*What the exercise asks*. Please reproduce, exactly and with nothing added, the lines of the material below that run from the one containing "Input: one rendered" to the end.

*Data records*.

========

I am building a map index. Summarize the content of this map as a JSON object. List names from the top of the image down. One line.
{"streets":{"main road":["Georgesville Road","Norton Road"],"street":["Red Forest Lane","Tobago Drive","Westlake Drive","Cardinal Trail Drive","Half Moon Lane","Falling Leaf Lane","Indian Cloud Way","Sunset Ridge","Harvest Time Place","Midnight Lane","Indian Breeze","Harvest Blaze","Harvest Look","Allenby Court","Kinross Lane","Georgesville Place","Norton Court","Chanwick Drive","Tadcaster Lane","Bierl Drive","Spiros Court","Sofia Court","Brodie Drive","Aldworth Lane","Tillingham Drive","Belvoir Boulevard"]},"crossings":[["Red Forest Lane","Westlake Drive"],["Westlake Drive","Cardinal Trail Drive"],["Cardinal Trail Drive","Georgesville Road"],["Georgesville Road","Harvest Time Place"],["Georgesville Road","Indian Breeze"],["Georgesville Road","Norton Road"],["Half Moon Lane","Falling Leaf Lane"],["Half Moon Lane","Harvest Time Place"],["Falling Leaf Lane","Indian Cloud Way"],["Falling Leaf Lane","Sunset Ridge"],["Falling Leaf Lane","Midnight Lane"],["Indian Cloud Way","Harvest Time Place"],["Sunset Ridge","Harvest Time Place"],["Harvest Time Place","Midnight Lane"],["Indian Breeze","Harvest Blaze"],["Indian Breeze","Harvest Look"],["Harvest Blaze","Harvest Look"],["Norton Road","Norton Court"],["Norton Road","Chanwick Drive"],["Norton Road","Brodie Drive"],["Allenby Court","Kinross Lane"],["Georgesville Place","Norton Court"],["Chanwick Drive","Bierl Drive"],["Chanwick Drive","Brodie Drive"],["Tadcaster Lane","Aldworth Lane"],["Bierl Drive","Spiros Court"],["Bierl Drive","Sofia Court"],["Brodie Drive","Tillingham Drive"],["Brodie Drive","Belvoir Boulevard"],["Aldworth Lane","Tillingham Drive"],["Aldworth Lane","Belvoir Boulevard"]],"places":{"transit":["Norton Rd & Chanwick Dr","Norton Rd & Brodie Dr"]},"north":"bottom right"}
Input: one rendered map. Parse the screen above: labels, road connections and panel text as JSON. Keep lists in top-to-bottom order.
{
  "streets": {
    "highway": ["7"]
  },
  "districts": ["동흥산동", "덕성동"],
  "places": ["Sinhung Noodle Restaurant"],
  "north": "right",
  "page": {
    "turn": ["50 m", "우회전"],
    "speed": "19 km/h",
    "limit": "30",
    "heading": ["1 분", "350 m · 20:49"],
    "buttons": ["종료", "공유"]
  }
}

========

*Exercise answer*.
Input: one rendered map. Parse the screen above: labels, road connections and panel text as JSON. Keep lists in top-to-bottom order.
{
  "streets": {
    "highway": ["7"]
  },
  "districts": ["동흥산동", "덕성동"],
  "places": ["Sinhung Noodle Restaurant"],
  "north": "right",
  "page": {
    "turn": ["50 m", "우회전"],
    "speed": "19 km/h",
    "limit": "30",
    "heading": ["1 분", "350 m · 20:49"],
    "buttons": ["종료", "공유"]
  }
}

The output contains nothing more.